I have a delta table with the following properties defined.
delta.enableChangeDataFeed: "true"
delta.columnMapping.mode: "name"
delta.autoOptimize.optimizeWrite: "true"
delta.columnMapping.maxColumnId: "11"
Since delta.logRetentionDuration
has not been explicitly defined my assumption has been it should be the default value of 30 days as stated here.
When I run a DESCRIBE HISTORY
query on my delta table I get the following result:
version | timestamp | … |
---|---|---|
555 | 2024-08-01T23:08:23.000+00:00 | … |
554 | 2024-08-01T11:50:53.000+00:00 | … |
… | .. | … |
520 | 2024-06-26T23:04:20.000+00:00 | … |
519 | 2024-06-25T23:09:27.000+00:00 | … |
This seems odd to me since it is keeping table history for 37 days and not the expected 30 days.
I’ve been monitoring this history table for the last couple of days as new version are appended, but no old entries has been cleared.

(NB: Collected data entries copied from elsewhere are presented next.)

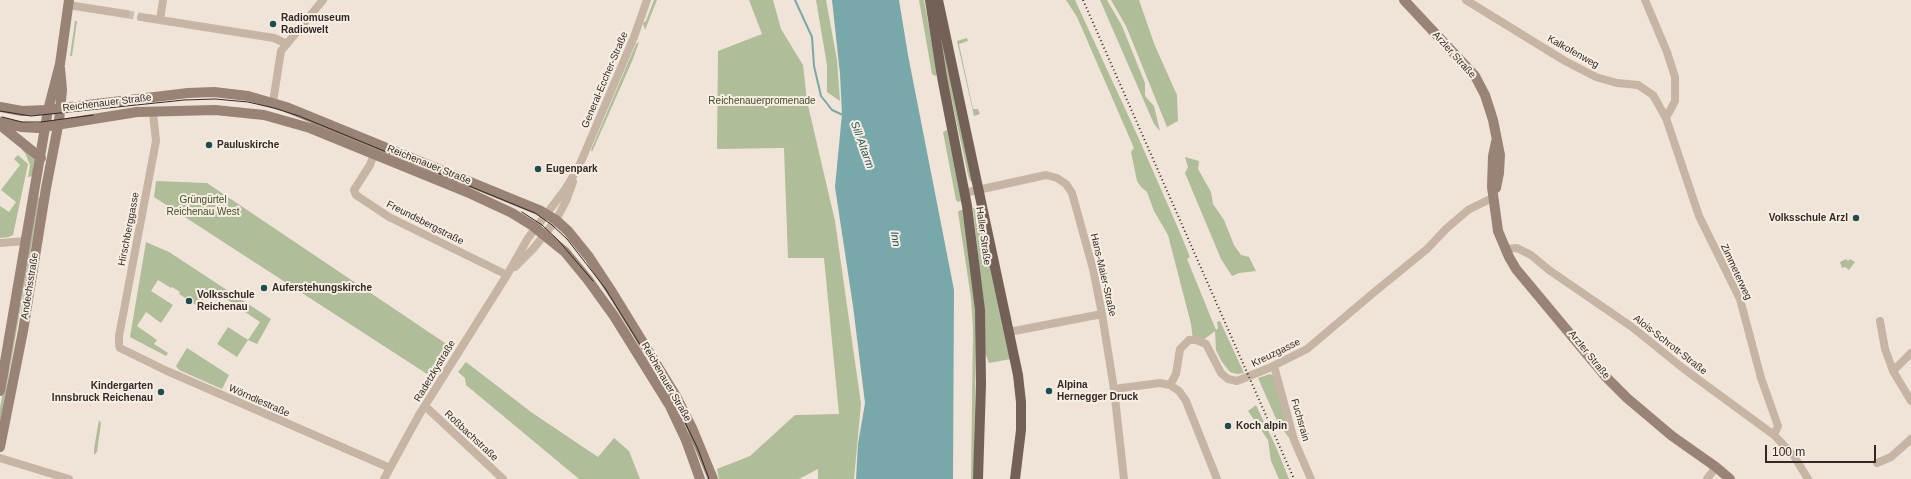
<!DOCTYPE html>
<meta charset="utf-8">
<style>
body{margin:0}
#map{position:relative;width:1911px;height:479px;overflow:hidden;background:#efe4d7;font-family:Arial,sans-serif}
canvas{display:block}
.scale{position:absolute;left:1765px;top:445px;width:111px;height:18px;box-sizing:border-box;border:2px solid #322925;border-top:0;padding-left:5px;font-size:12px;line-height:14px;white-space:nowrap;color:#322925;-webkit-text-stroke:3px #f7eee3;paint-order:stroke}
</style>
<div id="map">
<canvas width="1911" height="479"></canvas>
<div class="scale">100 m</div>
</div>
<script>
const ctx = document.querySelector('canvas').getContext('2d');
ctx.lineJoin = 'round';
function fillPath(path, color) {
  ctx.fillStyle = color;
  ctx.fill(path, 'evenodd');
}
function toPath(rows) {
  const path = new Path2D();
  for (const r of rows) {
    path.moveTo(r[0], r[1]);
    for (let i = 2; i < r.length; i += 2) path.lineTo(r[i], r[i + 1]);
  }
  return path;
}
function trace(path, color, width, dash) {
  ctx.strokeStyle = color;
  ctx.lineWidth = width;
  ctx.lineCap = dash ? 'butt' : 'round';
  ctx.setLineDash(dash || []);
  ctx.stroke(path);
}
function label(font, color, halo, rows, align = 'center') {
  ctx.font = font + ' Arial,sans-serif';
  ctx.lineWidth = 4;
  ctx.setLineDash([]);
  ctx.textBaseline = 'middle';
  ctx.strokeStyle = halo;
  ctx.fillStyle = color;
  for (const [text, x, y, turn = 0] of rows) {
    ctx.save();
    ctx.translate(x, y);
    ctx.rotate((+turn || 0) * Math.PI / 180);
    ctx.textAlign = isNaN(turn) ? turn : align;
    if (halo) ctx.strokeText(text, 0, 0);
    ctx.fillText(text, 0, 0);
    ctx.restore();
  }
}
fillPath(toPath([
 [654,0,657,0,645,30,643,23,646,21],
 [749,0,773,0,781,29,803,65,807,101,835,221,861,404,854,479,818,479,818,469,799,479,719,479,717,469,750,456,795,415,839,414,824,258,788,258,784,148,717,149,718,51,762,34],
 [816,0,826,0,837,60,840,101,827,92,827,65],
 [919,0,924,0,936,66,937,75,935,76,932,74],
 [934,0,973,182,970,181,968,175,946,73],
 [1066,0,1075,0,1139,139,1178,228,1190,257,1187,259,1216,330,1218,328,1217,322,1220,321,1244,373,1237,374,1230,372,1222,362,1216,350,1215,331,1202,341,1193,340,1191,324,1168,235,1154,211,1147,192,1141,187,1137,181,1131,152,1134,148,1077,17],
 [1100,0,1107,0,1122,26,1145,83,1145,96,1154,106,1160,131,1154,124],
 [1111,0,1139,0,1155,46,1177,95,1178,121,1167,127,1126,26],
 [75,21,77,21,72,56,70,56],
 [967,38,968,41,959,44,973,109,978,109,980,114,974,116,957,41],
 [639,42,633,59,592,152,591,150,636,44],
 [947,130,961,201,958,202,956,200,943,132],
 [24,147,34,159,33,176,28,177,30,165,25,153,22,150],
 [18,155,28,164,13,235,9,237,0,238,0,206,9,212,16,202,1,190,20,165,14,159],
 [1185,157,1199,161,1198,169,1211,192,1213,204,1224,220,1234,245,1241,255,1249,257,1256,271,1239,273,1232,276,1221,259,1185,173,1188,167],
 [156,181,207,183,448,345,427,374,154,197],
 [38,197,40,198,0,424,0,408],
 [978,207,1011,359,989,363,985,353,984,311,973,208],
 [960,210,963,210,974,297,976,326,974,479,971,479,973,328,971,298,958,212],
 [146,242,169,252,271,319,257,344,248,340,237,357,217,344,228,327,248,340,260,322,210,288,199,307,179,294,180,292,172,287,171,288,158,280,151,291,173,305,161,323,146,312,137,326,157,340,154,344,168,353,166,356,130,337],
 [1846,259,1848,261,1850,259,1855,262,1849,270,1845,267,1842,268,1840,262],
 [187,348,229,375,222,389,179,370,176,366],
 [466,362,531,412,598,457,614,438,629,451,640,479,579,479,466,385,465,378,458,372],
 [1270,374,1274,376,1292,442,1278,423,1258,378],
 [1256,405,1276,447,1289,479,1279,479,1271,461,1268,440,1248,411],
 [99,420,101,423,97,452,94,455,94,449]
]), '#b0bd99');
fillPath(toPath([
 [832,0,899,0,908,55,954,290,953,479,856,479,858,444,865,403,853,306,835,187,842,114,840,74]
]), '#78a8aa');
trace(toPath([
 [795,0,812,37,814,66,821,96,832,110,843,115]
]), '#78a8aa', 2);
trace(toPath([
 [126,14,141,17]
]), '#c9bfb3', 8, [8, 4]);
trace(toPath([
 [1466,0,1565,61,1596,77,1617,83,1638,85,1653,95,1666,118,1699,216,1740,299,1761,378,1778,426,1774,435],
 [1645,0,1667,52,1675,77,1675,101,1666,118],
 [68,5,126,14],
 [141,17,274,38,287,44],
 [160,20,163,0],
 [273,102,281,51,323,0],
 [153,113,156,141,119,336,119,345,120,348,167,371,390,468],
 [374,154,370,165,354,190,356,195,389,217,507,275],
 [577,171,634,37,647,0],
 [964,193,1046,175,1057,178,1066,184,1072,193,1093,269,1102,314,1114,389,1124,479],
 [0,243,26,241],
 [1505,249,1517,248,1531,255,1549,270,1632,327,1684,369,1774,435,1794,456,1808,479],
 [515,267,533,249,556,220,566,201,573,182],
 [1880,321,1885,349,1893,371,1911,401],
 [1009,332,1102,314],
 [1274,366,1294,440,1311,479],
 [1893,371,1911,353],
 [1170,385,1176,374,1180,349,1189,340,1196,340,1206,344,1221,373,1228,379,1237,381,1269,368,1307,349,1372,294,1427,249,1446,229,1468,210,1494,197],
 [1114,389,1160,383,1170,385,1179,391,1186,401,1217,479],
 [425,406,503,479],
 [0,458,69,479],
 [1877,463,1891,457,1911,439],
 [384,479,419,415,507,275,528,238,564,191,578,168],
 [1707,479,1716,467]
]), '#c6b4a4', 8);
trace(toPath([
 [1404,0,1475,76,1485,95,1493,120,1500,155,1499,173,1496,188],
 [0,107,22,111,46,110,188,93,214,92,248,96,286,107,541,211,556,220,568,231,589,257,612,292,676,396,692,428,713,479],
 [0,122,22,127,37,128,137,112,215,110,264,115,310,128,467,192,512,213,533,226,565,252,588,280,614,316,670,406,686,440,700,479],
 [0,125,41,158],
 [1496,142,1493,156,1492,187,1498,231,1509,257,1516,269,1606,377,1627,398,1672,436,1716,467,1730,479],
 [0,391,48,110,60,64,69,0],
 [0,447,23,331,46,188,59,121,62,90,60,68]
]), '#998376', 10);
trace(toPath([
 [930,0,942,77,967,206,980,310,981,384,978,479],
 [938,0,1018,375,1021,402,1021,430,1015,479]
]), '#736157', 10);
trace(toPath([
 [0,111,31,116,184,100,215,99,248,102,274,108,299,116,535,213,552,225,567,239,605,288,673,398,698,449,709,479],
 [2,117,22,122,41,122,93,115],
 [522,212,542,225,558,240,593,281]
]), '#322925', 1);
trace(toPath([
 [1083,0,1294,479]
]), '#322925', 2, [1, 3]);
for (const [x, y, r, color] of [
 [273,24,4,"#1e4d50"],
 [209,145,4,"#1e4d50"],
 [538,169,4,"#1e4d50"],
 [1856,218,4,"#1e4d50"],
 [264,288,4,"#1e4d50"],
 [189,301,4,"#1e4d50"],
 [1049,391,4,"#1e4d50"],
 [161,392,4,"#1e4d50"],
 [1228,426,4,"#1e4d50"]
]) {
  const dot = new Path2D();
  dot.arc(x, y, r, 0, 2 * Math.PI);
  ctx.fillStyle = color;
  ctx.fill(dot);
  trace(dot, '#f7eee3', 1.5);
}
label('bold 10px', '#322925', '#f7eee3', [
 ["Radiomuseum",281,18],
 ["Radiowelt",281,30],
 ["Pauluskirche",217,145],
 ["Eugenpark",546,169],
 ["Volksschule Arzl",1848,218,"right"],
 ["Auferstehungskirche",272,288],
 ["Volksschule",197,295],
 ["Reichenau",197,307],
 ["Alpina",1057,385],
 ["Hernegger Druck",1057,397],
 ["Kindergarten",153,386,"right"],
 ["Innsbruck Reichenau",153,398,"right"],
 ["Koch alpin",1236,426]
], 'left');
label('10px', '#322925', '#f7eee3', [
 ["Kalkofenweg",1573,52,29],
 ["Arzler Straße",1454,55,48],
 ["General-Eccher-Straße",605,80,-67],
 ["Reichenauer Straße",107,103,-7],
 ["Reichenauer Straße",429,165,22],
 ["Freundsbergstraße",425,223,27],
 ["Hirschberggasse",129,229,-79],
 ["Haller Straße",983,236,82],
 ["Zimmeterweg",1736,272,65],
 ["Hans-Maier-Straße",1103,275,77],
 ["Andechsstraße",30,286,-81],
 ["Alois-Schrott-Straße",1670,345,38],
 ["Kreuzgasse",1276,353,-26],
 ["Arzler Straße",1589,355,51],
 ["Radetzkystraße",435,371,-59],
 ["Reichenauer Straße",666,382,60],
 ["Wörndlestraße",259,401,24],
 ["Fuchsrain",1300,420,74],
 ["Roßbachstraße",471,436,43]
]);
label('10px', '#414e2b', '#f7eee3', [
 ["Reichenauerpromenade",762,101],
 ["Grüngürtel",203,200],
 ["Reichenau West",203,212]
]);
label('italic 11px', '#1e4d50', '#f7eee3', [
 ["Sill Altarm",862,145,70],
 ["Inn",895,239,81]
]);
</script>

The high version number suggest that old records are cleared at some point but I don’t understand when that happens.
For how long is delta table history kept when delta.logRetentionDuration
is not set?
Either the documentation is wrong or I’m missing something.
I suspect it’s the latter.
I’m using databricks runtime 10.3 and scala 2.12.